As announced on September 19, 2005, FNB Corp. and Integrity Financial Corporation have entered into a definitive merger agreement with terms that provide for the exchange of each share of Integrity common stock for 0.8743 shares of FNB common stock and a cash payment of $5.20. The exchange ratio of 0.8743 reflects that 78% of Integrity’s shares are being exchanged for FNB shares with the remaining 22% of Integrity’s shares being exchanged for cash.

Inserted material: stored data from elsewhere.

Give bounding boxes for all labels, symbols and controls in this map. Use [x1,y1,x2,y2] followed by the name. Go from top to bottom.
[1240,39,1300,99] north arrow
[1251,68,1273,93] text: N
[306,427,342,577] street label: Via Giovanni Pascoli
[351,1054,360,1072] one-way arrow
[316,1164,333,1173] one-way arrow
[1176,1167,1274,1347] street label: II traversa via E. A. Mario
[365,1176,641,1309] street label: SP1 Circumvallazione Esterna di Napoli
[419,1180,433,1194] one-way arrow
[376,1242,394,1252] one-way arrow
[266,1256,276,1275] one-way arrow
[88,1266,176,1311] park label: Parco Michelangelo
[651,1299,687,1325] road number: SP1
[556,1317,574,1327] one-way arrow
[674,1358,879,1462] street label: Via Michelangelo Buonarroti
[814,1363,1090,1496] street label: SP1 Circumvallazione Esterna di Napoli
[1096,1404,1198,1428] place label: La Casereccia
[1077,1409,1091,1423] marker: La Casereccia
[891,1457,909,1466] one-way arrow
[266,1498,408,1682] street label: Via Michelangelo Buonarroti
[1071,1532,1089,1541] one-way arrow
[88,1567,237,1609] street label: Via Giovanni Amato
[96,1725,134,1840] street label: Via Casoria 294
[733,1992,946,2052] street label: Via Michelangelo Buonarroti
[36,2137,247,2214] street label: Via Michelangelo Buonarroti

Based on an average FNB share price of $21.10 computed for a recent five-day period prior to the announcement date, the estimated value of the total stock consideration is $96,541,000 at June 30, 2005, while the total cash payment is estimated to be $27,209,000. Outstanding Integrity stock options, which will be assumed in the merger by FNB, have an estimated fair value at June 30, 2005 of $5,374,000.

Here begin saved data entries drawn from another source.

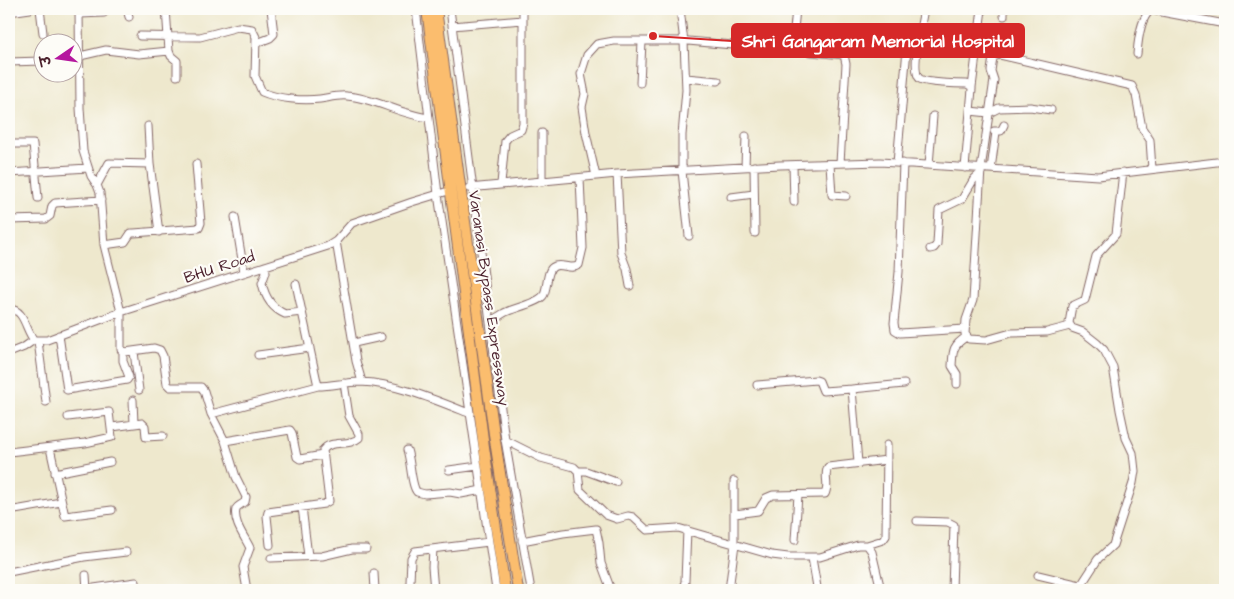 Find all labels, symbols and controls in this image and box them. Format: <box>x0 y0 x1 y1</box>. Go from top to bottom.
callout: Shri Gangaram Memorial Hospital <box>732 24 1024 57</box>
text: Shri Gangaram Memorial Hospital <box>741 29 1014 55</box>
north arrow <box>32 32 82 82</box>
text: उ <box>35 52 58 69</box>
street label: Varanasi Bypass Expressway <box>462 189 515 408</box>
street label: BHU Road <box>181 245 258 289</box> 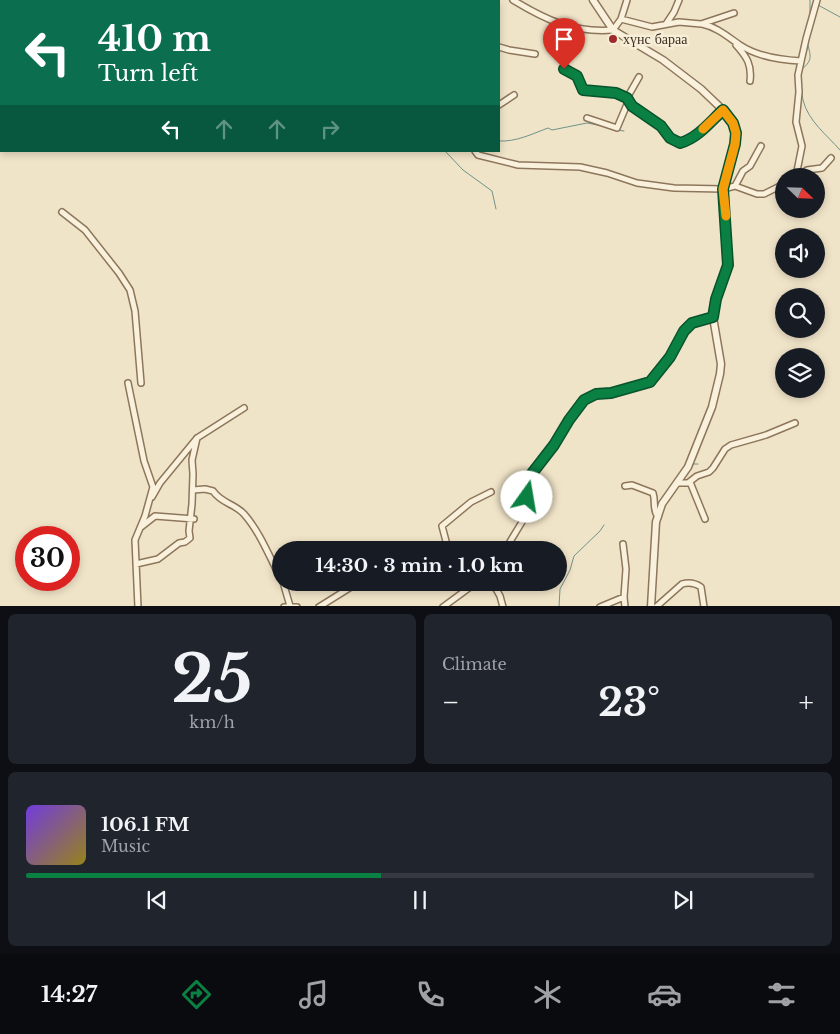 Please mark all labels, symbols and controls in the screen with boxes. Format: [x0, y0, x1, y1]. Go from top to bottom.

The unaudited pro forma condensed combined financial information gives effect to the two acquisitions under the purchase method of accounting, and the unaudited condensed combined balance sheet assumes the transaction occurred on June 30, 2005, reflecting the purchase consideration noted above.
Described below is the pro forma estimate of the total purchase price of the transactions as well as adjustments to allocate the purchase price based on preliminary estimates of fair values of the assets and liabilities of United and Integrity (in thousands).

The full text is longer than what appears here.